*Required work:* Which lines in the records below contain the word "strong"? Return each of them.

Stored data:
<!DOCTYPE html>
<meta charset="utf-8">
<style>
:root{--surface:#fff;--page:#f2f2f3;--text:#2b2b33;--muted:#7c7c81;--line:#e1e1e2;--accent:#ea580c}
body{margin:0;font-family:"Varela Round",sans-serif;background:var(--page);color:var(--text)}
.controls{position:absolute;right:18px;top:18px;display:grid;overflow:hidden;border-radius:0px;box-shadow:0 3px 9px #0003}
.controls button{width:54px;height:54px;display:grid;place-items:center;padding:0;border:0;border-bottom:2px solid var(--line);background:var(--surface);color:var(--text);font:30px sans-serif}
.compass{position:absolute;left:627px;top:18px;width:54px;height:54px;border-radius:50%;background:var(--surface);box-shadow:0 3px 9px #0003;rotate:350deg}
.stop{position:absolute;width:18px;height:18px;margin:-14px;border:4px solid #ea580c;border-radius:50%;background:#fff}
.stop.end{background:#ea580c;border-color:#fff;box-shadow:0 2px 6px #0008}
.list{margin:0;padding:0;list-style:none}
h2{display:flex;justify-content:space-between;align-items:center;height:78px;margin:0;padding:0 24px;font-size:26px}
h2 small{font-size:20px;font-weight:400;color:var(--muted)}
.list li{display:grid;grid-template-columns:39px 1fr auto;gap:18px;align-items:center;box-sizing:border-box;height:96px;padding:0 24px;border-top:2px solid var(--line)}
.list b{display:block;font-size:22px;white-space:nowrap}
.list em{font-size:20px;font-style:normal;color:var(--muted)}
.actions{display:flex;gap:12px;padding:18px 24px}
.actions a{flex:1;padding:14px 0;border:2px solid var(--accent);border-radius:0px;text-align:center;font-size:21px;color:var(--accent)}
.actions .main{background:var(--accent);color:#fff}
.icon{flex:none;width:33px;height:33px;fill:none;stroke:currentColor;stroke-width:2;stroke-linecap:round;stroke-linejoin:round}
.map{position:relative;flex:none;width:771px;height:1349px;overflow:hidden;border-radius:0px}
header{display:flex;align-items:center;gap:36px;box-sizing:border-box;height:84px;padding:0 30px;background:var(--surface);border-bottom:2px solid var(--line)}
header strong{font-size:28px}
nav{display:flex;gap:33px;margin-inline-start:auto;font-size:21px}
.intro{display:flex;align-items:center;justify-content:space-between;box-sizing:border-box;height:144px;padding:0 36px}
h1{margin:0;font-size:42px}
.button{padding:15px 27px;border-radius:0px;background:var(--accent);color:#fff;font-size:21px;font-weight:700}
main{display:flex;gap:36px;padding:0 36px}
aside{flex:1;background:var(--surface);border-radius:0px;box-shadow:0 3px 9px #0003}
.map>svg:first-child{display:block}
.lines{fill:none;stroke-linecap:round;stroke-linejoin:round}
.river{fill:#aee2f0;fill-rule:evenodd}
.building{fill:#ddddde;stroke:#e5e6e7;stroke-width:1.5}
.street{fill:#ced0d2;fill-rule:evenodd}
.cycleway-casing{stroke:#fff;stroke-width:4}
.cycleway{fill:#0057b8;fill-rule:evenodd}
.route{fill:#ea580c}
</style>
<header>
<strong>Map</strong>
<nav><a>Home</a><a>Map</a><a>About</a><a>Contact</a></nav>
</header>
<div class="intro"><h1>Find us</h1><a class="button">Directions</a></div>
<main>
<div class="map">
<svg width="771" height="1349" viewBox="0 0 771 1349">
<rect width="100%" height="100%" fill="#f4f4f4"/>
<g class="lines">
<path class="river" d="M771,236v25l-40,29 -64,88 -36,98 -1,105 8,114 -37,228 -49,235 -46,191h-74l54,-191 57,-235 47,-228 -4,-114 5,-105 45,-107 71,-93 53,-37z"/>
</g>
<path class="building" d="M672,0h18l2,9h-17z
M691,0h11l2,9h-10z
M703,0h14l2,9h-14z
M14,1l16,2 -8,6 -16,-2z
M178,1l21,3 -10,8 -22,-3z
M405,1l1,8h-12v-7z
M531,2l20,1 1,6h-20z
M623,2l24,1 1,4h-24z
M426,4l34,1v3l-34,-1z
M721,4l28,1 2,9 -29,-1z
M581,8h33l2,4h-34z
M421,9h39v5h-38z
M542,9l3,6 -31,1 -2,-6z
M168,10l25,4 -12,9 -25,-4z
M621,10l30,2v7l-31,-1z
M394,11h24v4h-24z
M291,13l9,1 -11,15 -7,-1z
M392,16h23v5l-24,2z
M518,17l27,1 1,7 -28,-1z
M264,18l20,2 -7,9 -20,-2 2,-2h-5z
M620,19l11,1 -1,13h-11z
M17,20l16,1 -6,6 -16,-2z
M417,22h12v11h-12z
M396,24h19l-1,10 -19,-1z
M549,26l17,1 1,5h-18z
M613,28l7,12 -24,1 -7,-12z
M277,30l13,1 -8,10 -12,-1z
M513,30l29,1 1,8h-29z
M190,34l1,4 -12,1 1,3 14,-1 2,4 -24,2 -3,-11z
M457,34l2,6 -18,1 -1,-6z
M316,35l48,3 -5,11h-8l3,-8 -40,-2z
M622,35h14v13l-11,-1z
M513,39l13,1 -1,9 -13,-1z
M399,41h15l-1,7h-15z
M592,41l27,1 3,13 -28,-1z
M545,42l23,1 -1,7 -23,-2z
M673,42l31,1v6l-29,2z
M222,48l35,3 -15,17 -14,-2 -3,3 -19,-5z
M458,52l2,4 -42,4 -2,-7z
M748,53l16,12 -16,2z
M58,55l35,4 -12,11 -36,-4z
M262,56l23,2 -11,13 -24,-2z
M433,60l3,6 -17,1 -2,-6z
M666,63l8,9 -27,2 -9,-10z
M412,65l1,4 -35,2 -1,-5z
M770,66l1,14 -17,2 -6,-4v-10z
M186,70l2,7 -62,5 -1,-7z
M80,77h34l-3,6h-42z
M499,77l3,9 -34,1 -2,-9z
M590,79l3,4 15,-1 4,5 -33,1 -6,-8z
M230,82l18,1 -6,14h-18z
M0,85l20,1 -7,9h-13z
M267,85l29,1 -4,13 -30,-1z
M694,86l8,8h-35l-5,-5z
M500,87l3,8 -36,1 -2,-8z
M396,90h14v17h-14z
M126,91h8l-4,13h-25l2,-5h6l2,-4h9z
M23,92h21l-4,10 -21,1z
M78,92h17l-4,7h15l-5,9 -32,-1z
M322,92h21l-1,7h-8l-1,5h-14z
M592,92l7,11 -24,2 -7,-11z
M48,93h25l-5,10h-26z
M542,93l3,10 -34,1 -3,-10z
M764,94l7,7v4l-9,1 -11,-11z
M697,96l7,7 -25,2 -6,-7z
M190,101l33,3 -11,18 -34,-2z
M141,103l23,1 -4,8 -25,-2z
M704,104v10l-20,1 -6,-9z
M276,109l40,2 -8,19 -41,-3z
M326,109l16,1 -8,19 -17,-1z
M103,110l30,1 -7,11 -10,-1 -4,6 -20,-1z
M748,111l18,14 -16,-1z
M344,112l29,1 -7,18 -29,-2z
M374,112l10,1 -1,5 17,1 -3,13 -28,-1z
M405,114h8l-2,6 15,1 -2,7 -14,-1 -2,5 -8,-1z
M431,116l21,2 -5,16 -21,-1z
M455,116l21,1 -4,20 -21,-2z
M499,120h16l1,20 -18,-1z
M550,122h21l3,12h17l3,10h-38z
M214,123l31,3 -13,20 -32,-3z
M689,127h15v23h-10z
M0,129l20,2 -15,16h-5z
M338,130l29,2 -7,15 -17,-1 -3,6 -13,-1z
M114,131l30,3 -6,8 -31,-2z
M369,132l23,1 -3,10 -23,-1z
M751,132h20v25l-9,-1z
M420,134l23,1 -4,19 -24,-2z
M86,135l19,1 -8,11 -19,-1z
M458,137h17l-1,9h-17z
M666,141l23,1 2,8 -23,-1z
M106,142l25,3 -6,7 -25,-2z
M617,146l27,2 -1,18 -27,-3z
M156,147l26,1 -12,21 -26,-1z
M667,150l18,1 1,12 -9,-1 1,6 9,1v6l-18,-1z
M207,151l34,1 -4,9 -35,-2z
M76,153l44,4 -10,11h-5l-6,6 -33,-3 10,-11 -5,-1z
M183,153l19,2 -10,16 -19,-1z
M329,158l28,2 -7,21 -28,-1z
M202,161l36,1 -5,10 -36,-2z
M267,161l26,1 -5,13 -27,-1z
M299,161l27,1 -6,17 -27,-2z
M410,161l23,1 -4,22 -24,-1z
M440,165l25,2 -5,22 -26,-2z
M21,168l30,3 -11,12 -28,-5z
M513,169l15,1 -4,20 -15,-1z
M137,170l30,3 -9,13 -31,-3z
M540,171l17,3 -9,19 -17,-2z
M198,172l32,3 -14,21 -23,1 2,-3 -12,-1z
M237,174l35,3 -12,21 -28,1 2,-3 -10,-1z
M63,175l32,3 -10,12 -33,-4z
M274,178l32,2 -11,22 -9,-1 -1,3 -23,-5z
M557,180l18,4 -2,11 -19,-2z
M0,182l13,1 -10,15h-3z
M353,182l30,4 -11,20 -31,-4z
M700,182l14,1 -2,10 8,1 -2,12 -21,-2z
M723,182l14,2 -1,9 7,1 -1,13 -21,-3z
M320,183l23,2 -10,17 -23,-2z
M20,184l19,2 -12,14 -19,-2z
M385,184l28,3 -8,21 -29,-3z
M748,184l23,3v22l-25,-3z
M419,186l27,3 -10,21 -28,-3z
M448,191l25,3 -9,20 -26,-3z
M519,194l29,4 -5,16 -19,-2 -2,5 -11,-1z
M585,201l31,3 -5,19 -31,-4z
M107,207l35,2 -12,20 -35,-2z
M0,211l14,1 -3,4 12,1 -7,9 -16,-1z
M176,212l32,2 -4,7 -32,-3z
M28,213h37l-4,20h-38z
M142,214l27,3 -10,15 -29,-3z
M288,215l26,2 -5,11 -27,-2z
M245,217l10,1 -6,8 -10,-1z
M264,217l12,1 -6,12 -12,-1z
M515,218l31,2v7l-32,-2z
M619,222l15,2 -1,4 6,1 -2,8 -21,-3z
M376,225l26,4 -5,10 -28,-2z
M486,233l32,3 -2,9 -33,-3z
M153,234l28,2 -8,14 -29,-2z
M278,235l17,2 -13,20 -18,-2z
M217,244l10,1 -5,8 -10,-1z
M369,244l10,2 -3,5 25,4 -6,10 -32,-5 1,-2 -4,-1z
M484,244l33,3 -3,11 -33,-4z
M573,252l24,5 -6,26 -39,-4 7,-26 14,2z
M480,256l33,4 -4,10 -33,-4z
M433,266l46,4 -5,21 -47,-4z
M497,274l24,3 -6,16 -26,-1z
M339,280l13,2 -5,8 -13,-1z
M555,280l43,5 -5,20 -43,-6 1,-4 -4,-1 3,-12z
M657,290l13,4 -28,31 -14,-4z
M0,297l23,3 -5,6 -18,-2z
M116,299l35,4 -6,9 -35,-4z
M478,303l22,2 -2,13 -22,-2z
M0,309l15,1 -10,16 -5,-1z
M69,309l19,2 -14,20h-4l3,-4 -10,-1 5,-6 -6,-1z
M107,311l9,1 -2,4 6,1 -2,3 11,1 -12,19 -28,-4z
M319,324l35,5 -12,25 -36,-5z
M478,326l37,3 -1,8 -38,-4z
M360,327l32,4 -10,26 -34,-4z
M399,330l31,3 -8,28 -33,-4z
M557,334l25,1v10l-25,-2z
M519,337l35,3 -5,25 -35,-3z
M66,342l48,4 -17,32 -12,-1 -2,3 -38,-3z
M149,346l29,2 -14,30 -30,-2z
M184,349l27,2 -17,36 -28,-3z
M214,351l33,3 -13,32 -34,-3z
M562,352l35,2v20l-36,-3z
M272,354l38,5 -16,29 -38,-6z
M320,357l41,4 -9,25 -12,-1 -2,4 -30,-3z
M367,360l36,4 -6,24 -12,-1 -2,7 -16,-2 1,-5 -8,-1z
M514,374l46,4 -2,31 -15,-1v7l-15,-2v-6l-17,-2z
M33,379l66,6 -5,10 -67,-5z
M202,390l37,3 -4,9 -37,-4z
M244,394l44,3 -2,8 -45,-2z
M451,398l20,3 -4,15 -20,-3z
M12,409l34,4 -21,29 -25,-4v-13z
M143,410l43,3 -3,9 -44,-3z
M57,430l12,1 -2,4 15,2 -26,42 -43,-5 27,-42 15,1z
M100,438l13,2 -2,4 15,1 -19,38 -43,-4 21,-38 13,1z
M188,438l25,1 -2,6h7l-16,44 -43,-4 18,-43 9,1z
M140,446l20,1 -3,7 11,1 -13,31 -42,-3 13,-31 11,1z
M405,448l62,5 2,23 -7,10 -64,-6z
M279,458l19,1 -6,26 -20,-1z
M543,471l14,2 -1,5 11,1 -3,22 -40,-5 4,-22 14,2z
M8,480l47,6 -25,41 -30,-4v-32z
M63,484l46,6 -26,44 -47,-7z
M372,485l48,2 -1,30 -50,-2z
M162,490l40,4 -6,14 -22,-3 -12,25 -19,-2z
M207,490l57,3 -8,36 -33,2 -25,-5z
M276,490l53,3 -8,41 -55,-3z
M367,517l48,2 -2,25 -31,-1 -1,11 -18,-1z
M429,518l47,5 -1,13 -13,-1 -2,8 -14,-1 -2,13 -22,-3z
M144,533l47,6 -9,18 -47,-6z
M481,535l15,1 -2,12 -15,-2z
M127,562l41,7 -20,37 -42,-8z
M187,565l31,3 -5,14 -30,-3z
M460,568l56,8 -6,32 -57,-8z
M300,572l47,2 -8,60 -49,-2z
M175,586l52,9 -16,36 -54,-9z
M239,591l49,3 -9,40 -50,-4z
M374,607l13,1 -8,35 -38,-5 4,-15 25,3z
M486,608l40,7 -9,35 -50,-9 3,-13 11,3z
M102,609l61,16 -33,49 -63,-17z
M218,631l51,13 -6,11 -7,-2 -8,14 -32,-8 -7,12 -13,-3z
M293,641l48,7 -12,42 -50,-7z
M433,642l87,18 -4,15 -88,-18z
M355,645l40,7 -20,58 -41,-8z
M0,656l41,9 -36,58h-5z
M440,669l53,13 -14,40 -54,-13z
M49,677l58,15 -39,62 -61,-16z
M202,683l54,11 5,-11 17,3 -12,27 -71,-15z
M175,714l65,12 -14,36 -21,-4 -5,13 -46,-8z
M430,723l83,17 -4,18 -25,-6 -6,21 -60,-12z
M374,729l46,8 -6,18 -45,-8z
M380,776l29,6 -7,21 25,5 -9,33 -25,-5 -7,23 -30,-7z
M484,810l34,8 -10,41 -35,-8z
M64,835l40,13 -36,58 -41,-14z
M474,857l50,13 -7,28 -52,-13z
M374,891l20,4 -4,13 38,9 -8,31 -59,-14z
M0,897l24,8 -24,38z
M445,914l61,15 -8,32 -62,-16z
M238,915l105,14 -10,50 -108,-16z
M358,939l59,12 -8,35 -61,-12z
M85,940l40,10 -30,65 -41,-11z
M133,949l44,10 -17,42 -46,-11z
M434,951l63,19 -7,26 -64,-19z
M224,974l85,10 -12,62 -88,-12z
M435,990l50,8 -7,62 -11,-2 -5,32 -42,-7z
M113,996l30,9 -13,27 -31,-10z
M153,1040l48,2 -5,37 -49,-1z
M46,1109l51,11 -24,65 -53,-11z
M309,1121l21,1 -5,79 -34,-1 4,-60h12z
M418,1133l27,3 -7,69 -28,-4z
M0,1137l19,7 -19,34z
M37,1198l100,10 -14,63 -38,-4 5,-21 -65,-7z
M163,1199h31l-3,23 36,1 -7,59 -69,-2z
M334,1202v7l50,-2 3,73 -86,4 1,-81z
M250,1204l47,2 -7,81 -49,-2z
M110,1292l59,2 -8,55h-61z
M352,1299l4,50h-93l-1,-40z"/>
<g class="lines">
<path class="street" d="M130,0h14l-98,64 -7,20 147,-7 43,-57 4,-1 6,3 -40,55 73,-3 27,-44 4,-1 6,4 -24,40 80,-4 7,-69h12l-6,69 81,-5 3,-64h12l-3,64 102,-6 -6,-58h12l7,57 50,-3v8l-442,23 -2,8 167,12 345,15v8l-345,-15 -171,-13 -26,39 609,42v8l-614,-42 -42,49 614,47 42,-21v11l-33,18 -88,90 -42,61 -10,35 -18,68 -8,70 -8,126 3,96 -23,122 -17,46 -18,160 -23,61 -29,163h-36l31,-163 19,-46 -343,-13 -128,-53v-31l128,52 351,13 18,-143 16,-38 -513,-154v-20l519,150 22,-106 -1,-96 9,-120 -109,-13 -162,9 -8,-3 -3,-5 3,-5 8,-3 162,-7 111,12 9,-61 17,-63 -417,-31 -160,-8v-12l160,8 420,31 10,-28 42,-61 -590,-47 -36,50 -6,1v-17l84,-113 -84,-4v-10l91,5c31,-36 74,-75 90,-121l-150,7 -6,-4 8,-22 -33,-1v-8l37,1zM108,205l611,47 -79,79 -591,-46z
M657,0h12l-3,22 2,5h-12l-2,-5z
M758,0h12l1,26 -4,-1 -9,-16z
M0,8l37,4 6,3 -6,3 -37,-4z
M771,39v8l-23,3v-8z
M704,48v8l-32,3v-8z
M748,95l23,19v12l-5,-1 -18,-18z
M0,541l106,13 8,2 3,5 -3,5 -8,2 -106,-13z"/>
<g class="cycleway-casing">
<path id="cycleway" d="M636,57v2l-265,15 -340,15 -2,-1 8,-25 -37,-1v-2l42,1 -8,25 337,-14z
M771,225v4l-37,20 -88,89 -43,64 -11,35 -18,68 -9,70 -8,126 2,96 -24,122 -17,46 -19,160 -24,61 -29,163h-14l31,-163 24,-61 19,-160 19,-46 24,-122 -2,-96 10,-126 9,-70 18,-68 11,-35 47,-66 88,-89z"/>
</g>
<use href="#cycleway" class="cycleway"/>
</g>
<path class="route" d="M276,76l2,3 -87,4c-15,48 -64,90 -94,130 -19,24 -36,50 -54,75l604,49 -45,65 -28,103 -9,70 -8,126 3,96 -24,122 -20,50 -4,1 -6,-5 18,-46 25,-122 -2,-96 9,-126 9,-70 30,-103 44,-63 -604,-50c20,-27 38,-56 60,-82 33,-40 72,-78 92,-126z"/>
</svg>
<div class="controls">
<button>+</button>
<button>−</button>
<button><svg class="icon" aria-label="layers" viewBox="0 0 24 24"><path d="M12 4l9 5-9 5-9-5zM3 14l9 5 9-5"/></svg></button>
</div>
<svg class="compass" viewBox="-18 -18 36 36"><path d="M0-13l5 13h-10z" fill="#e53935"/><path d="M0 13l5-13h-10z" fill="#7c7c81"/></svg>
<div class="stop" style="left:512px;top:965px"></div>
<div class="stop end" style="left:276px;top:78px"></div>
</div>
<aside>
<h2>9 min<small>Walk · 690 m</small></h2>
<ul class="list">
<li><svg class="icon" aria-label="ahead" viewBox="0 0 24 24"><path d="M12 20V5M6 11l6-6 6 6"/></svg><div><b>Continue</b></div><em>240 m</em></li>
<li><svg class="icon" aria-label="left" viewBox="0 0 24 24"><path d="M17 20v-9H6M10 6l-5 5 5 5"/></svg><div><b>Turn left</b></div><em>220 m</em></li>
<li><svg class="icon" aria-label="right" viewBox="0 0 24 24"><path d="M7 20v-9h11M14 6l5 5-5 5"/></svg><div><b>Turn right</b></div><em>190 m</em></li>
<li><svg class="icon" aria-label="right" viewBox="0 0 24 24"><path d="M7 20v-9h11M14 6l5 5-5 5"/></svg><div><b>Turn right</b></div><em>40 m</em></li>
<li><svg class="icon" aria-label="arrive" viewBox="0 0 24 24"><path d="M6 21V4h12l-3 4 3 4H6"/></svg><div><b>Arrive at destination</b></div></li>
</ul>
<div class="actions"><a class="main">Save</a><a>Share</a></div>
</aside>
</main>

*Exercise response:*
header strong{font-size:28px}
<strong>Map</strong>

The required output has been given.